- **THE TASK**: Give back an exact copy of the entries beneath, minus the pictures.

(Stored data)
____
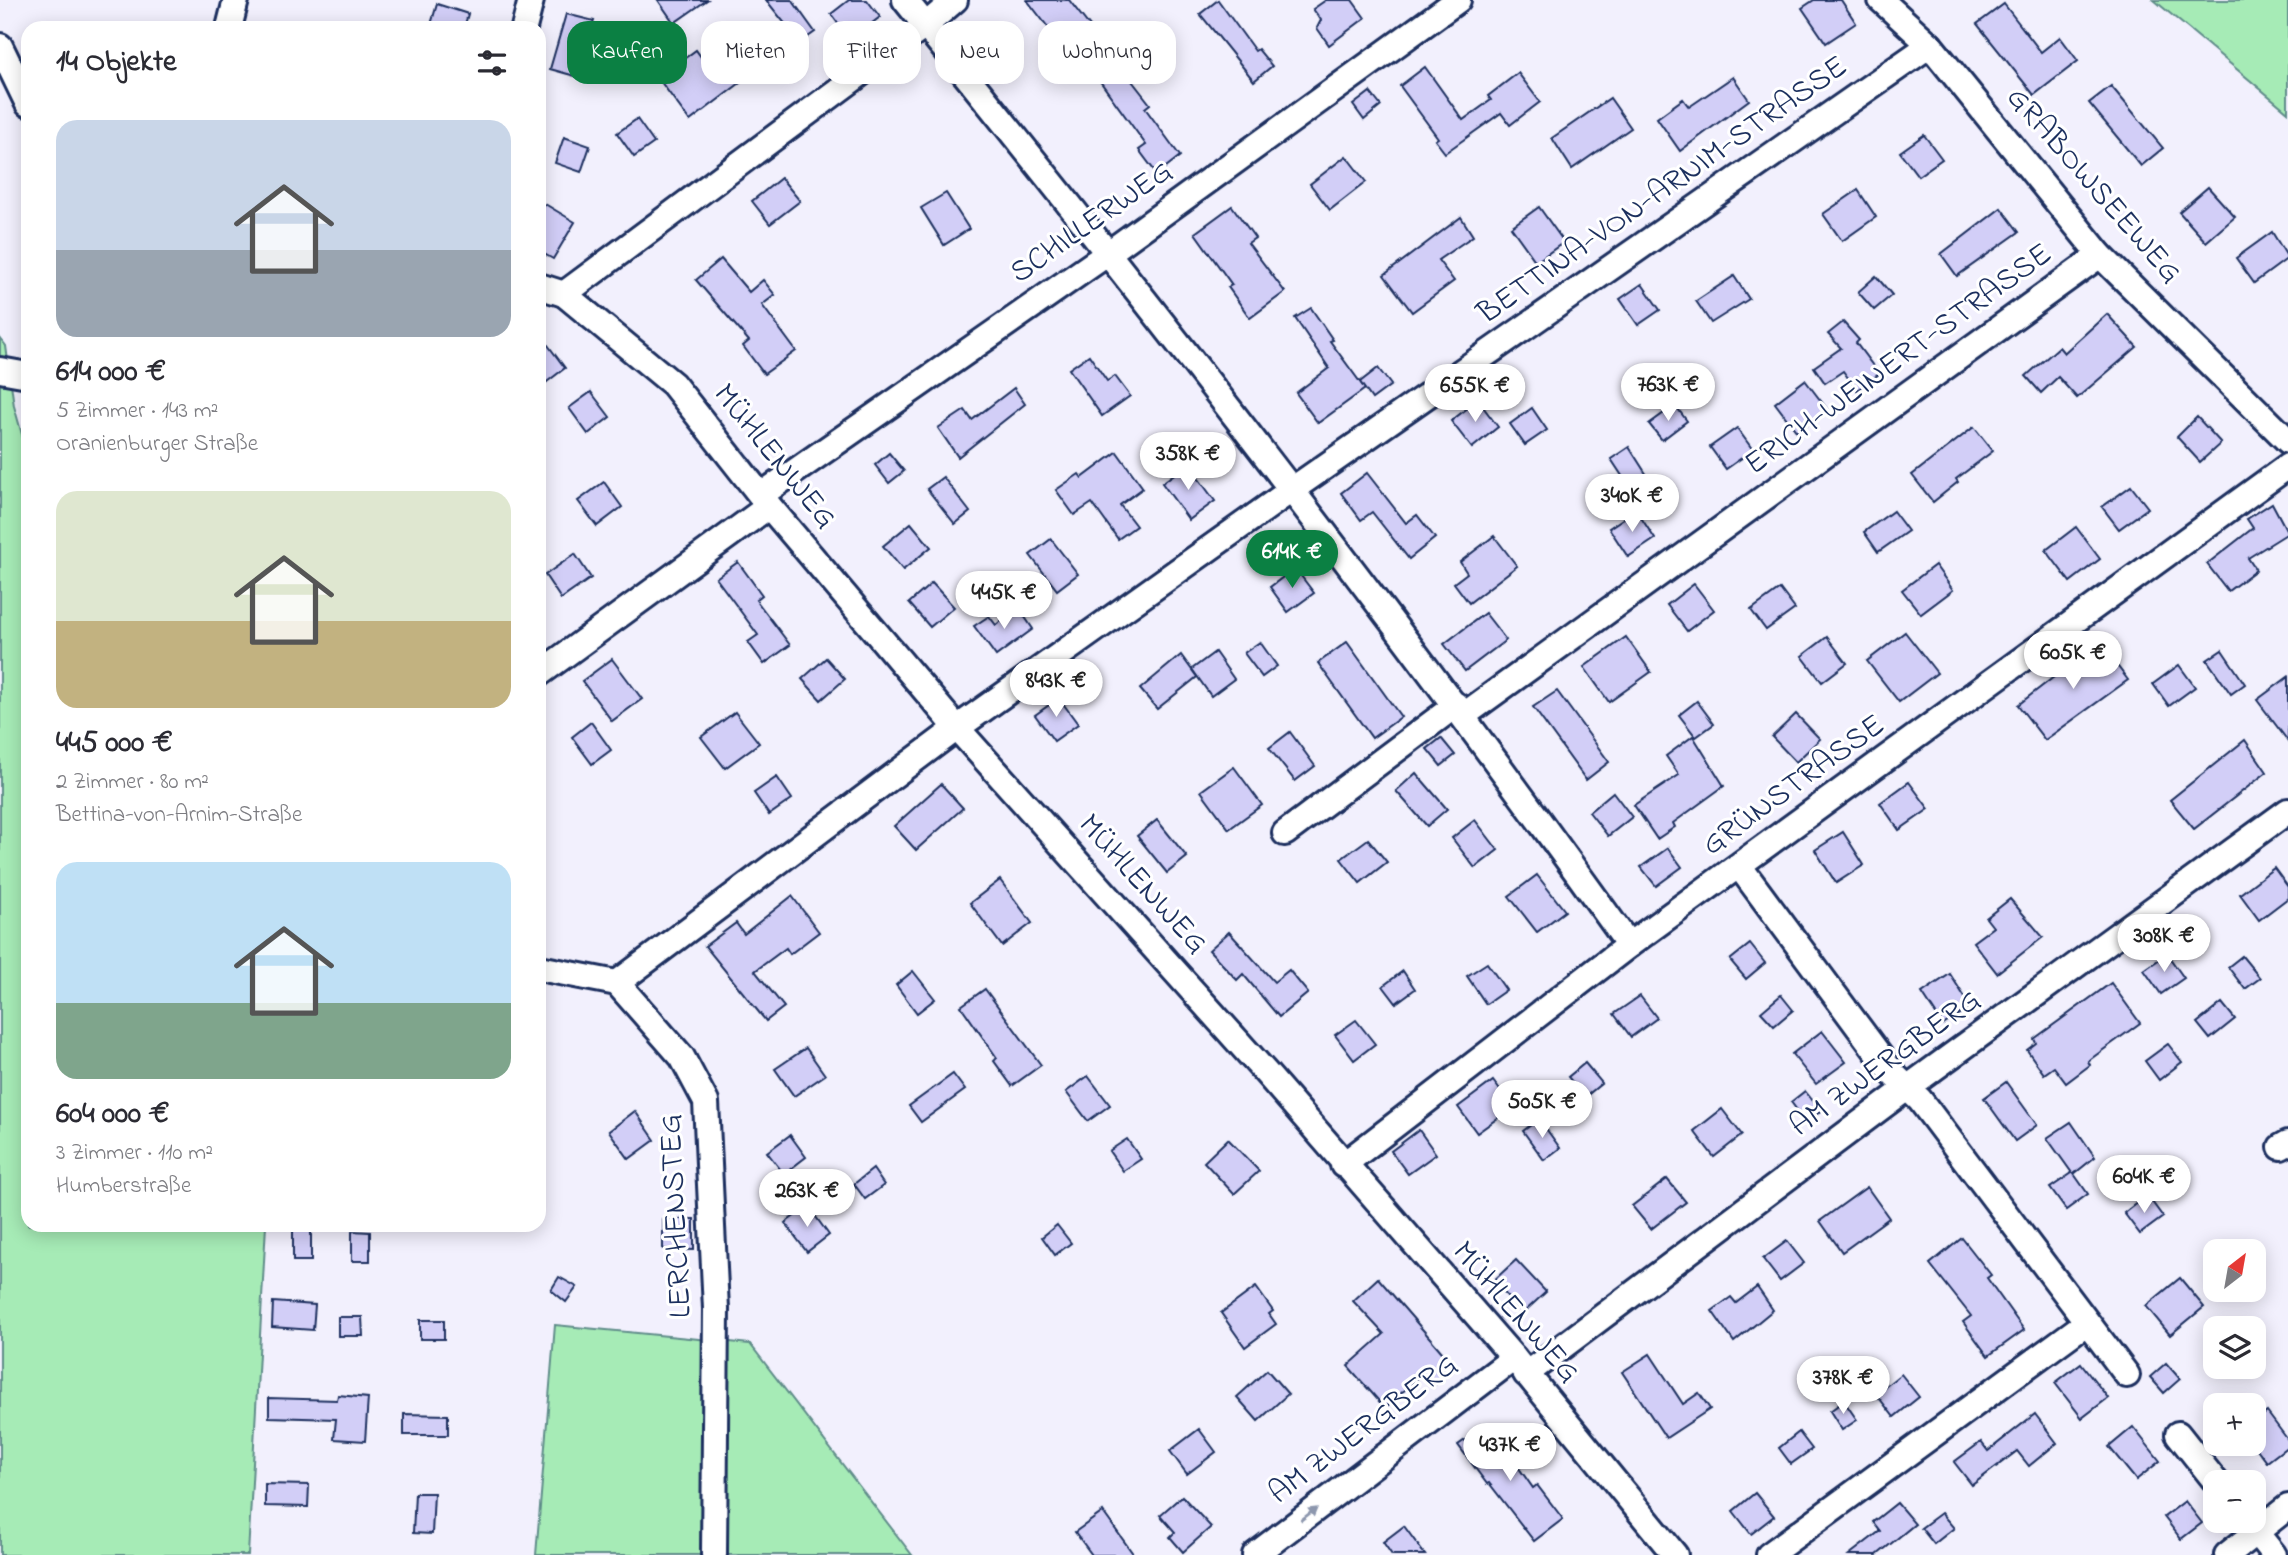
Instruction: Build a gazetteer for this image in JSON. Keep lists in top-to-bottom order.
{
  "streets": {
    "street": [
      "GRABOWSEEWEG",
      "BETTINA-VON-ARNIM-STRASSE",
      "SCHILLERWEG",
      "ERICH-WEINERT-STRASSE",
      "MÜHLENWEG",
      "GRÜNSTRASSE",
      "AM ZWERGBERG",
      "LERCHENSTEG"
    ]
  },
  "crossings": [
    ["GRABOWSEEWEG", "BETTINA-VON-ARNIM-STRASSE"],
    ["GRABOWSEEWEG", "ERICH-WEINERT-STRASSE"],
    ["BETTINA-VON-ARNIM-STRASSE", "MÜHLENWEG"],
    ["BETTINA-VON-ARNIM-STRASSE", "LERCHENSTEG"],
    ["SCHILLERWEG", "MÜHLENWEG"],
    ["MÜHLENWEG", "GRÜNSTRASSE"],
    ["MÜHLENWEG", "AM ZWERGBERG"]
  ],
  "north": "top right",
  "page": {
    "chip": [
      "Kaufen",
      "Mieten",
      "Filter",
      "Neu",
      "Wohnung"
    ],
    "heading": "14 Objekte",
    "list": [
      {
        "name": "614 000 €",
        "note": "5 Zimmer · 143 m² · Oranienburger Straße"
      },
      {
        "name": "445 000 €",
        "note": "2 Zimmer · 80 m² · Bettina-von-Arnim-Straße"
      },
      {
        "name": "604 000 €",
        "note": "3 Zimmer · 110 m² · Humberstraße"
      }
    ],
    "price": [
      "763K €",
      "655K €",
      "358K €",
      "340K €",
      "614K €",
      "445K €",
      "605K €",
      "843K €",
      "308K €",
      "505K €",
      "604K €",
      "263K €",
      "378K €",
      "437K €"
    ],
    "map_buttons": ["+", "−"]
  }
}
____
- **OUTPUT OF THE TASK**:
Instruction: Build a gazetteer for this image in JSON. Keep lists in top-to-bottom order.
{
  "streets": {
    "street": [
      "GRABOWSEEWEG",
      "BETTINA-VON-ARNIM-STRASSE",
      "SCHILLERWEG",
      "ERICH-WEINERT-STRASSE",
      "MÜHLENWEG",
      "GRÜNSTRASSE",
      "AM ZWERGBERG",
      "LERCHENSTEG"
    ]
  },
  "crossings": [
    ["GRABOWSEEWEG", "BETTINA-VON-ARNIM-STRASSE"],
    ["GRABOWSEEWEG", "ERICH-WEINERT-STRASSE"],
    ["BETTINA-VON-ARNIM-STRASSE", "MÜHLENWEG"],
    ["BETTINA-VON-ARNIM-STRASSE", "LERCHENSTEG"],
    ["SCHILLERWEG", "MÜHLENWEG"],
    ["MÜHLENWEG", "GRÜNSTRASSE"],
    ["MÜHLENWEG", "AM ZWERGBERG"]
  ],
  "north": "top right",
  "page": {
    "chip": [
      "Kaufen",
      "Mieten",
      "Filter",
      "Neu",
      "Wohnung"
    ],
    "heading": "14 Objekte",
    "list": [
      {
        "name": "614 000 €",
        "note": "5 Zimmer · 143 m² · Oranienburger Straße"
      },
      {
        "name": "445 000 €",
        "note": "2 Zimmer · 80 m² · Bettina-von-Arnim-Straße"
      },
      {
        "name": "604 000 €",
        "note": "3 Zimmer · 110 m² · Humberstraße"
      }
    ],
    "price": [
      "763K €",
      "655K €",
      "358K €",
      "340K €",
      "614K €",
      "445K €",
      "605K €",
      "843K €",
      "308K €",
      "505K €",
      "604K €",
      "263K €",
      "378K €",
      "437K €"
    ],
    "map_buttons": ["+", "−"]
  }
}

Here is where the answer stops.